I reviewed 75 of the most talked about issues this election, and not one of them had to do with our actual health. When the candidates did spar about health, it was only about Obamacare and abortion, never about the fact that our caloric intake has gone up by almost one thousand calories a day in the last few decades. Meanwhile, tens of millions of Americans are suffering from obesity, diabetes, heart disease, cancer, and a slew of other health issues with one major cause- our diet.

Bucking the Trend

It’s time to get our priorities straight. It’s not just the healthcare system that needs attention, it’s our diets. People shrug off talk about things like sugar taxes saying that we should have a freedom of choice. Choice, really? Do consumers have full knowledge of the harms caused by what they eat? There is often more sugar in a single drink, than an adult should consume in an entire day. The food companies have nearly unlimited funds to market and advertise their products, while we lack the political will to educate our population about the harm those very products are causing. It’s an uphill fight, and the winners so far are the ones selling cheap unhealthy calories.

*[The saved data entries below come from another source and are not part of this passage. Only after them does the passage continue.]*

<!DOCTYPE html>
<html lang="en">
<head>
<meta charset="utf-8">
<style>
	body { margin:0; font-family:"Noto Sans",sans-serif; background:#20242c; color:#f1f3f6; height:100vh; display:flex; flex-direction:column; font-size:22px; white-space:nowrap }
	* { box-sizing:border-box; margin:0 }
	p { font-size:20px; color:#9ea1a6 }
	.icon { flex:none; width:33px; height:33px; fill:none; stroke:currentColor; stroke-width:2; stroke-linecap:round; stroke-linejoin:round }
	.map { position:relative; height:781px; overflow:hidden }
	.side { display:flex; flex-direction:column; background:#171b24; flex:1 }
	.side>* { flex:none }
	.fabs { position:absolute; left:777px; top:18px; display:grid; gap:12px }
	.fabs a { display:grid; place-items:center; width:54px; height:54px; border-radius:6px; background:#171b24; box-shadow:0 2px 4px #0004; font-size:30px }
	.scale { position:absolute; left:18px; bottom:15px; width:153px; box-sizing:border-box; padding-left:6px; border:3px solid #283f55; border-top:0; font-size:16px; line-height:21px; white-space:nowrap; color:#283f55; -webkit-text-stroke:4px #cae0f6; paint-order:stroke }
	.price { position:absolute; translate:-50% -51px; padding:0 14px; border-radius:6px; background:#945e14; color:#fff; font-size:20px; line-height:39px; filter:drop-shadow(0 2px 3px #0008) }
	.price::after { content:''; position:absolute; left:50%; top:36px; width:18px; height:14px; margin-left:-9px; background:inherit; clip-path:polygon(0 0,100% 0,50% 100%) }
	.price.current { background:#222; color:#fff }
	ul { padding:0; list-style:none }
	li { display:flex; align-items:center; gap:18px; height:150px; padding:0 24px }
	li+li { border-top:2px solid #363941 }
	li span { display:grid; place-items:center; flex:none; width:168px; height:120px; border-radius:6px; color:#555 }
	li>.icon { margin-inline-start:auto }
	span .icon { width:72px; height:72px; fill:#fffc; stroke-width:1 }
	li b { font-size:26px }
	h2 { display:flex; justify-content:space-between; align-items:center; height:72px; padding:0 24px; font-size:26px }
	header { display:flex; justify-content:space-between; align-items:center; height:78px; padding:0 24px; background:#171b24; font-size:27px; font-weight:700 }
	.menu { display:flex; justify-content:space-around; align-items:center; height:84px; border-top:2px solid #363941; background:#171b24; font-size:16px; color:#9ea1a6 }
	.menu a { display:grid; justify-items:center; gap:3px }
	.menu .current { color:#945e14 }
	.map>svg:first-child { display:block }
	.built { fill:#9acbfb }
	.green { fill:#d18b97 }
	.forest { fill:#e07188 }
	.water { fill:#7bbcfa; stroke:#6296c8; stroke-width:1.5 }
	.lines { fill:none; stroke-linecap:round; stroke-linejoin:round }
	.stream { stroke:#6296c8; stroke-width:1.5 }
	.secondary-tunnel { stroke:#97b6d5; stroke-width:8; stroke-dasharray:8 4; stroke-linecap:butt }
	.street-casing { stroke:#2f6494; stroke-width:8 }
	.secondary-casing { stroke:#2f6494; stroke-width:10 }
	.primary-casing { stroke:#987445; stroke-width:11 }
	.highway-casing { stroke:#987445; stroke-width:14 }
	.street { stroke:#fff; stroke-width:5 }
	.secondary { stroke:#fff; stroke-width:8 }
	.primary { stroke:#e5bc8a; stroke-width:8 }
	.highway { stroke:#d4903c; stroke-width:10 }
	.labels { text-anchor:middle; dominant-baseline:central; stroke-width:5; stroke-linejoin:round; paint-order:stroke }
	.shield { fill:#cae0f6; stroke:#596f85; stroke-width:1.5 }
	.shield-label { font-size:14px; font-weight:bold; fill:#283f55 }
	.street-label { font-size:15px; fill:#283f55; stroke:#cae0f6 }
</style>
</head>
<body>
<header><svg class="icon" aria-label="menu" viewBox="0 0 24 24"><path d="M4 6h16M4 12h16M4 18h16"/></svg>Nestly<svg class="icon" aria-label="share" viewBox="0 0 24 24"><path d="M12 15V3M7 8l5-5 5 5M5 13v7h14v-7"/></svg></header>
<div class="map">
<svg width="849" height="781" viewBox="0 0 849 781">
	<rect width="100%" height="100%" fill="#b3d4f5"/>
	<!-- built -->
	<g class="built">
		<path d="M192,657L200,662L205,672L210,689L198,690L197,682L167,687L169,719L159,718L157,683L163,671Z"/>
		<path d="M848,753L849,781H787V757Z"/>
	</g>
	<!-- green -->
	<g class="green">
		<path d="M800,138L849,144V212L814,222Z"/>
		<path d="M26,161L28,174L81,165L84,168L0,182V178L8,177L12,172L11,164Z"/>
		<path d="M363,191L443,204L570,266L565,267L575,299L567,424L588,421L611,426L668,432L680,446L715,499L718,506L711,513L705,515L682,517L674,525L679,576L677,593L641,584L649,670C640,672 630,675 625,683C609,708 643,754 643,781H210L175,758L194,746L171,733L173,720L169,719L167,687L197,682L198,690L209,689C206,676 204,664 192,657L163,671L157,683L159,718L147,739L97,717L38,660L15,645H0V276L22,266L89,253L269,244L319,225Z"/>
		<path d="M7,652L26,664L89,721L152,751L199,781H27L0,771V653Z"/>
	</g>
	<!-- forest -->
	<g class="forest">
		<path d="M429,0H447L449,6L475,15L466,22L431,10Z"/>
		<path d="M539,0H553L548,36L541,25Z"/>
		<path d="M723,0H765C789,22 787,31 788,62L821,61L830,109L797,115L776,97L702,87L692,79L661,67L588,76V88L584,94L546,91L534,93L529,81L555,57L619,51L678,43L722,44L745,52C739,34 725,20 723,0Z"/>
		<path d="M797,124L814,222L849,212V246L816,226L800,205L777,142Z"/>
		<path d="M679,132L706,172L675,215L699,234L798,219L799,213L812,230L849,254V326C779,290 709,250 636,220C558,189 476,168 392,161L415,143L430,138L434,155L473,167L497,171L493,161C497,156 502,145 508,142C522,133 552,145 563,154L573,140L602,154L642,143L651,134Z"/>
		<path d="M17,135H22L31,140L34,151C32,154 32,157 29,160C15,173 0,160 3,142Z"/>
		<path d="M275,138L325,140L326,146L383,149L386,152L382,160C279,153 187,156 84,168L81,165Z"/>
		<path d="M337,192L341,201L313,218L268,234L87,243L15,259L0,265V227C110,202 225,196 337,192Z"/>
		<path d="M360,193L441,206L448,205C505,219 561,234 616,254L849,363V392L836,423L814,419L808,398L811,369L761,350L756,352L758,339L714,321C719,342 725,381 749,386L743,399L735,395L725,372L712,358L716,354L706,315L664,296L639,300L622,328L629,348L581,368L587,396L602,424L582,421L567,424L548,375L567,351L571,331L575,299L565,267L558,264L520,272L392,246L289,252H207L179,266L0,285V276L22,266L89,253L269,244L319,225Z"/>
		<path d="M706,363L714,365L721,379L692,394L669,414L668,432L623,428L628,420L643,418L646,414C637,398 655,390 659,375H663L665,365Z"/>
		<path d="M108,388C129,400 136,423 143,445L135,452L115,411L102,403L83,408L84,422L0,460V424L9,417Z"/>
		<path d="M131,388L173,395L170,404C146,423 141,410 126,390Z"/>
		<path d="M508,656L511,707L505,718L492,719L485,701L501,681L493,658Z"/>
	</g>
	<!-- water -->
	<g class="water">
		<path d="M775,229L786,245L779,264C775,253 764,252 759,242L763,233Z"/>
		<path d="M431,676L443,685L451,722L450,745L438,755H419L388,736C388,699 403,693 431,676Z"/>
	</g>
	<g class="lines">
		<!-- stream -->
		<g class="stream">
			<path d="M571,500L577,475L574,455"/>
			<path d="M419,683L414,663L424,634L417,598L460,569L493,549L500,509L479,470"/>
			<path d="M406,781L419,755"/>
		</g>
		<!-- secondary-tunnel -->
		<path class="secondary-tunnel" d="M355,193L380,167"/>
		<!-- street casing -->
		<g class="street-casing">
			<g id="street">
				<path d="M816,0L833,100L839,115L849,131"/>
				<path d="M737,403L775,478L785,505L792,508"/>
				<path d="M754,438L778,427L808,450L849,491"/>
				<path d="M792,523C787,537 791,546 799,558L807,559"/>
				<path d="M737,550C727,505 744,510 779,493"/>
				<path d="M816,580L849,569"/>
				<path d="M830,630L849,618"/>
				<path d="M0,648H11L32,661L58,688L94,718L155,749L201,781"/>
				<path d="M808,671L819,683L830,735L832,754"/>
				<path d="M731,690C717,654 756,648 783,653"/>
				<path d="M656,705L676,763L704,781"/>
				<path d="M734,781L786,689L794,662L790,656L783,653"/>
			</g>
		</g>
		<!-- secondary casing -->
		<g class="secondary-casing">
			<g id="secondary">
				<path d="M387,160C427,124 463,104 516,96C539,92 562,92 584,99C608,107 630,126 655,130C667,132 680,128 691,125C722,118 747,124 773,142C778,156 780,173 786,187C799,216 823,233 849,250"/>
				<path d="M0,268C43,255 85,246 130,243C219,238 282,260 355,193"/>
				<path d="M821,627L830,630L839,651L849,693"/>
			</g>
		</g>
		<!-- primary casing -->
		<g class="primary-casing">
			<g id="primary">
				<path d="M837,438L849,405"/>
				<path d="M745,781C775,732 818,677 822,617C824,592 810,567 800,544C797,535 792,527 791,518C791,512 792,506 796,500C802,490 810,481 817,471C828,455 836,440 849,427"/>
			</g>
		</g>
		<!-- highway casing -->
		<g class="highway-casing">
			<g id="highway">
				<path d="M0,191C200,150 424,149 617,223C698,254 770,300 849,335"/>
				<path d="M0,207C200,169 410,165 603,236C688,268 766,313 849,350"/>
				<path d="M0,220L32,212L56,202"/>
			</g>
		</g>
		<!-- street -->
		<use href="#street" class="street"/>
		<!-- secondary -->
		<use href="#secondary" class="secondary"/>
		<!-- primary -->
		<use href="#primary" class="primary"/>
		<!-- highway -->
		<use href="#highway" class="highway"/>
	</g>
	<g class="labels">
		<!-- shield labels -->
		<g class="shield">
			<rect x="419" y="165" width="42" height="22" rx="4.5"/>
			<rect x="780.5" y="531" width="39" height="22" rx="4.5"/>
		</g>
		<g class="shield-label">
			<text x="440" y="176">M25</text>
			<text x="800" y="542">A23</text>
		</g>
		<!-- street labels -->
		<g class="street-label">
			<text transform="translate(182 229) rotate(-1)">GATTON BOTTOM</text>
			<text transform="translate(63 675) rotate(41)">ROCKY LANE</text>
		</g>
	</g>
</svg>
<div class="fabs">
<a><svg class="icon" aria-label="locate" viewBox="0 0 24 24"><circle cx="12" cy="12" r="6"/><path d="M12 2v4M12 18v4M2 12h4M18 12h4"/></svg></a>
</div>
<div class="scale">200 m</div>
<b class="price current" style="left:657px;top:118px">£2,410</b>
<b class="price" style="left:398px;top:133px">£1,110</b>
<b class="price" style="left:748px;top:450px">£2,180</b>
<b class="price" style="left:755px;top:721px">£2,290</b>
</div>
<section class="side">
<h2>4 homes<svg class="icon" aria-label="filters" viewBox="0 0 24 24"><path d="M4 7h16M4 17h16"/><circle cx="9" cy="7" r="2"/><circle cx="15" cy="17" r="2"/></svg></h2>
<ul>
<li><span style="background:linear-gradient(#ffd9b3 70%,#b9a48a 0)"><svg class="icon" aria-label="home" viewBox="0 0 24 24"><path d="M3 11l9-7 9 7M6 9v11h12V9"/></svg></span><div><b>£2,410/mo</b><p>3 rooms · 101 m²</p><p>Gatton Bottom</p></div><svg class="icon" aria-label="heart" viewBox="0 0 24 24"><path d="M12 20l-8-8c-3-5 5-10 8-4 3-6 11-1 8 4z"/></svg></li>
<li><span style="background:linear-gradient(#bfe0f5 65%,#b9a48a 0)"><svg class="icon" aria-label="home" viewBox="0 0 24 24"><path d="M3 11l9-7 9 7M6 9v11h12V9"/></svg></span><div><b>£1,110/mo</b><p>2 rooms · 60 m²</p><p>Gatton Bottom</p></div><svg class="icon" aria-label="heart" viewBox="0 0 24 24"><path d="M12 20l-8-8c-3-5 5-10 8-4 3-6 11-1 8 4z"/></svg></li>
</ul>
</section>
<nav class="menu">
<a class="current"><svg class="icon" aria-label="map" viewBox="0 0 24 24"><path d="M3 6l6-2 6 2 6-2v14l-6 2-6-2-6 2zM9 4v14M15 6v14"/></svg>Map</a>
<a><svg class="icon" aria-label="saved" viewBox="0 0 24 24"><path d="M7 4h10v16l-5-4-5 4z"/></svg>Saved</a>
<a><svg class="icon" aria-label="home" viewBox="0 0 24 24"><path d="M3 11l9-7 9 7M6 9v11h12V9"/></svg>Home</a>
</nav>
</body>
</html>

It’s clearly time for a change, but where do we start? The first step is to get the conversation out there. Being overweight causes sickness, disease, and early death. The enormous cost of healthcare due to the obesity epidemic is crippling individuals in debt, making it impossible for the many Americans to survive. Our health can’t be a topic that is simply avoided by family, friends, and politicians- it should be the hot topic.

If we want to be a prosperous nation, prosperity starts from within, with good health and caring about our future. The way we eat now is going to continue to drive up debt and healthcare costs for years to come… it’s time for a change. Our destiny lies in what we put into our mouths. We need to start talking about obesity and food quality as the problems that they are- a national health crisis.